Exercise directions: Leave every picture out and give back the lines below from the first through the line that holds "const toPath = rows", exactly as written.

Information:

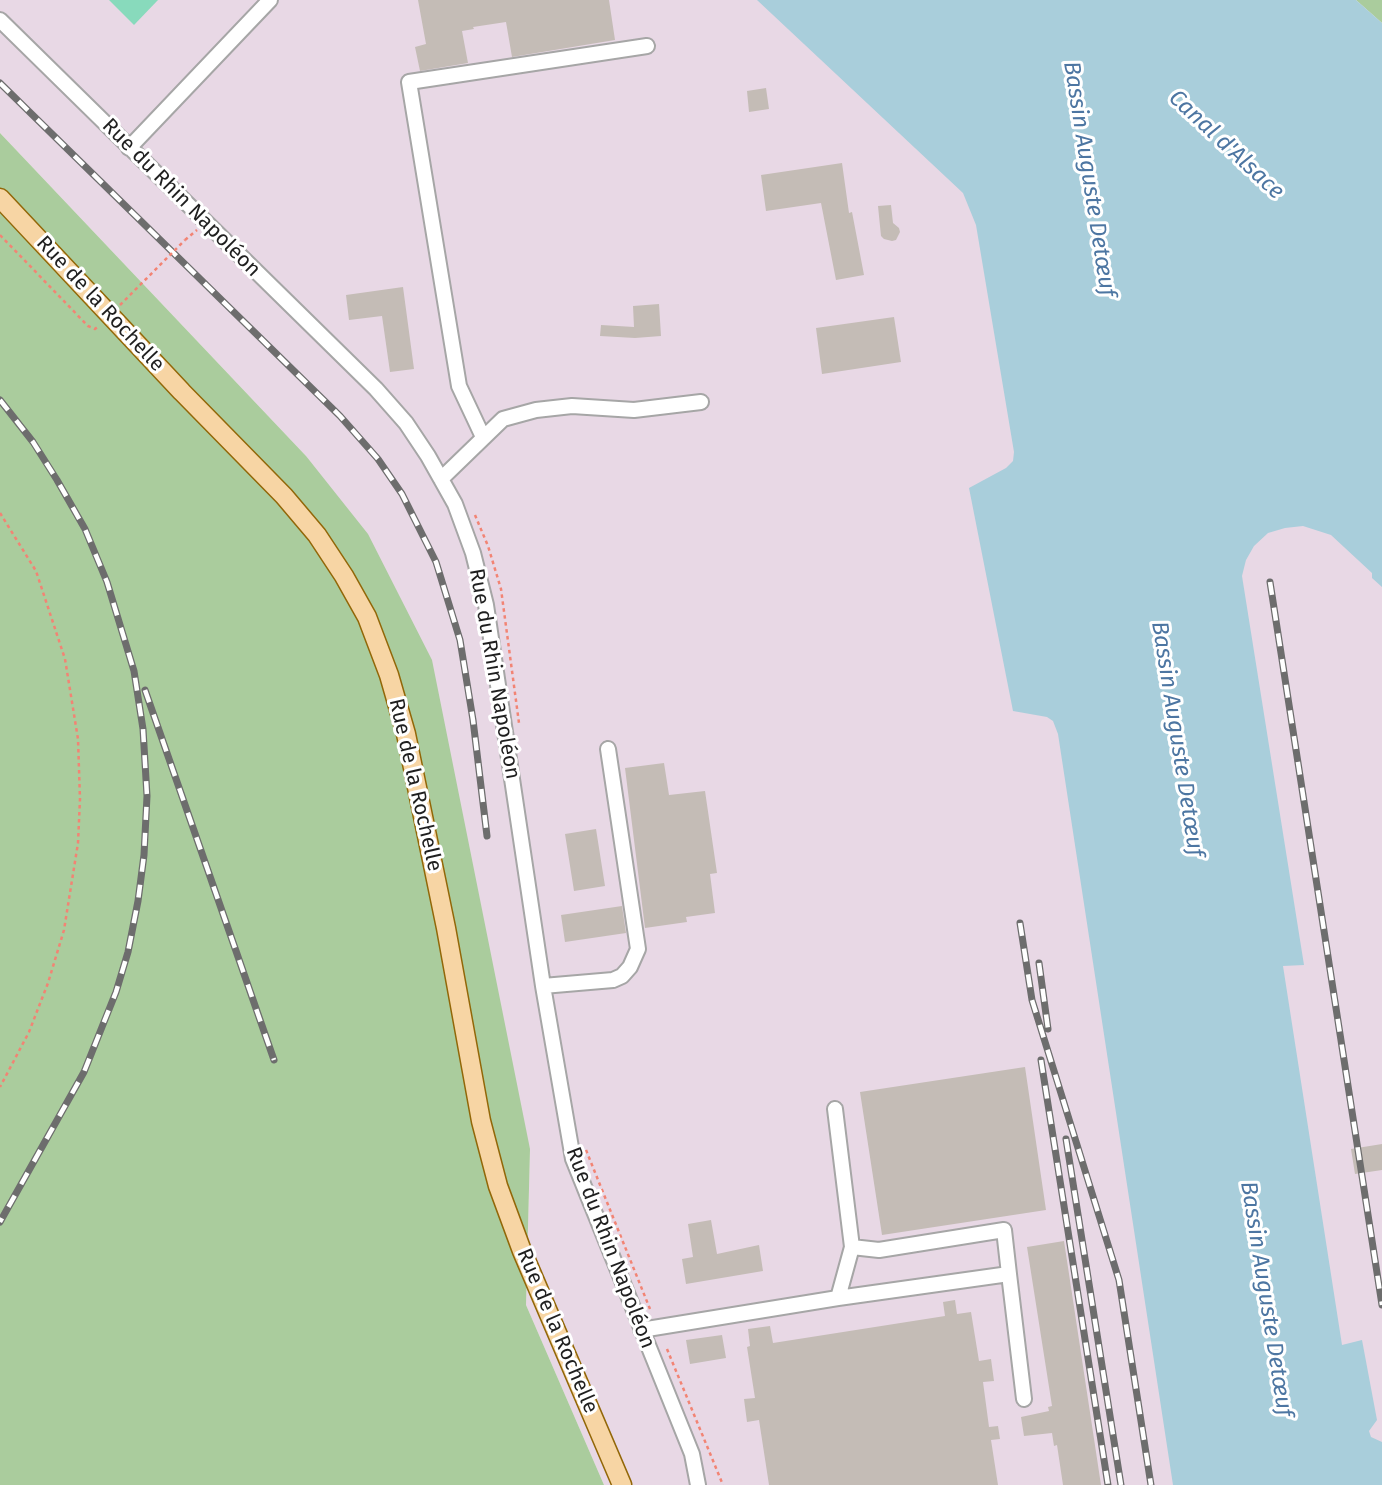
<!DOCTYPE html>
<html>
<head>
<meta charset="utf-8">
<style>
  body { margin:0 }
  canvas { display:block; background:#efece6 }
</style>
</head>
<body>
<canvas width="1382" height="1485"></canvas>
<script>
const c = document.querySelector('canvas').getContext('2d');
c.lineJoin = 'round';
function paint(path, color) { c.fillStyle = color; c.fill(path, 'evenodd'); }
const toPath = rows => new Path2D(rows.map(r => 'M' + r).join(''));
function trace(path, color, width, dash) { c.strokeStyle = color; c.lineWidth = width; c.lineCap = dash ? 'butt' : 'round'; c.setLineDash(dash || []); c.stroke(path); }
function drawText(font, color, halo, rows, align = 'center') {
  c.font = font + ' "Fira Sans",sans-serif'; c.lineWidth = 6; c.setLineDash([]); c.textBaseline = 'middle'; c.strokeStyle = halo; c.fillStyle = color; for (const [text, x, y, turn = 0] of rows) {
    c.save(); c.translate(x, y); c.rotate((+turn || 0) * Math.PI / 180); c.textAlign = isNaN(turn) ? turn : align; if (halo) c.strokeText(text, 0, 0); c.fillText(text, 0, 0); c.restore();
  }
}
paint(toPath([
  [0,0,924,0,1382,429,1382,1485,604,1485,526,1305,530,1149,306,456,0,133]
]), '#e8d8e5');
paint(toPath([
  [1356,0,1382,0,1382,23],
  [0,133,306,456,368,534,432,660,530,1149,526,1305,604,1485,0,1485]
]), '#aacc9d');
paint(toPath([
  [109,0,158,0,134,25]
]), '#88dabc');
paint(toPath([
  [757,0,1356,0,1382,23,1382,587,1372,578,1372,573,1331,535,1303,526,1285,528,1268,533,1254,546,1246,560,1242,576,1304,965,1283,966,1342,1345,1362,1340,1377,1420,1369,1431,1371,1437,1382,1442,1382,1485,1173,1485,1058,734,1053,721,1047,717,1013,711,969,488,1006,468,1013,461,1014,452,976,225,963,193]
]), '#a9cedb');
paint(toPath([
  [418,0,609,0,615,40,512,57,506,22,473,27,474,29,462,31,468,63,420,71,415,47,426,44],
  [766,88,769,109,749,112,747,91],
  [842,163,849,213,852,212,864,275,836,280,821,203,766,211,761,175],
  [891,205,893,223,899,228,900,232,896,240,892,241,884,239,881,236,878,206],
  [403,287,414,369,390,372,382,316,349,320,346,295],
  [659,304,661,336,635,338,600,336,601,325,634,327,633,306],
  [894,317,901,362,822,374,816,328],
  [664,763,669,795,705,791,717,873,710,874,715,913,686,917,687,922,645,928,625,768],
  [596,829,605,886,574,891,565,834],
  [622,906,626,933,565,942,561,915],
  [1025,1067,1046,1210,882,1235,860,1092],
  [1382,1144,1382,1170,1355,1174,1351,1149],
  [711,1220,717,1254,759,1245,763,1271,686,1284,682,1259,693,1257,688,1224],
  [1064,1241,1101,1485,1063,1485,1057,1445,1054,1446,1052,1433,1024,1436,1021,1417,1049,1411,1048,1407,1052,1406,1027,1247],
  [955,1300,957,1314,971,1312,979,1361,991,1359,994,1381,983,1382,989,1427,998,1426,1000,1439,991,1440,998,1485,769,1485,759,1420,747,1422,744,1399,755,1398,747,1347,750,1346,748,1329,770,1326,773,1343,945,1316,943,1302],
  [722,1335,726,1358,690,1364,686,1340]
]), '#c4bcb6');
const minor = toPath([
  [0,20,376,389,406,423,428,456,455,504,473,553,486,605,543,986,573,1159,692,1454,698,1485],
  [129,148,270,0],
  [483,437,459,386,409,82,647,46],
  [441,479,503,419,536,410,572,406,634,410,701,402],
  [543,986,613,980,622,976,630,967,638,949,608,749],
  [835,1109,852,1247,838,1298],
  [852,1247,879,1250,1004,1230,1009,1274],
  [641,1330,838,1298,1009,1274,1024,1399]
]);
const major = toPath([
  [0,198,182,392,284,496,317,535,344,576,367,617,389,675,406,734,446,928,481,1121,498,1186,522,1251,622,1485]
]);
trace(minor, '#a6a6a6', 18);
trace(major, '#926708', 21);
trace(toPath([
  [0,235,88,326,95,329,99,326],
  [185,240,197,230],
  [0,513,36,571,65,659,78,739,80,799,78,843,64,930,48,983,29,1032,0,1087],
  [475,515,488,546,501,589,519,723],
  [586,1150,650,1309],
  [667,1349,723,1485]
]), '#f28474', 2.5, [3.5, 3.5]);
trace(minor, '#fff', 14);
trace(major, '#f7d5a4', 18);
const rail = toPath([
  [0,83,340,416,378,459,402,494,436,562,460,640,473,720,487,836],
  [0,400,33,442,57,480,85,529,107,582,134,671,143,729,147,796,144,855,138,901,128,952,116,992,84,1072,0,1222],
  [1270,582,1382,1305],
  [145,690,274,1060],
  [1020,923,1032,1000,1119,1280,1151,1485],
  [1039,963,1048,1029],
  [1041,1060,1108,1485],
  [1066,1139,1121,1485]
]);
trace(rail, '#6d6d6d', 7);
trace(rail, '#fff', 4.5, [13]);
trace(toPath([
  [120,305,185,240]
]), '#f28474', 2.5, [3.5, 3.5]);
drawText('21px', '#1f1f1f', '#fff', [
  ["Rue du Rhin Napoléon",181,198,45],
  ["Rue de la Rochelle",100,304,47],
  ["Rue du Rhin Napoléon",494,674,80],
  ["Rue de la Rochelle",415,785,77],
  ["Rue du Rhin Napoléon",610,1248,69],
  ["Rue de la Rochelle",557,1331,67]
]);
drawText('italic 23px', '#4d76a2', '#fff', [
  ["Canal d'Alsace",1226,145,43],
  ["Bassin Auguste Detœuf",1089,179,81],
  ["Bassin Auguste Detœuf",1177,739,81],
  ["Bassin Auguste Detœuf",1266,1299,81]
]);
</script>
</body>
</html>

Response box:
<!DOCTYPE html>
<html>
<head>
<meta charset="utf-8">
<style>
  body { margin:0 }
  canvas { display:block; background:#efece6 }
</style>
</head>
<body>
<canvas width="1382" height="1485"></canvas>
<script>
const c = document.querySelector('canvas').getContext('2d');
c.lineJoin = 'round';
function paint(path, color) { c.fillStyle = color; c.fill(path, 'evenodd'); }
const toPath = rows => new Path2D(rows.map(r => 'M' + r).join(''));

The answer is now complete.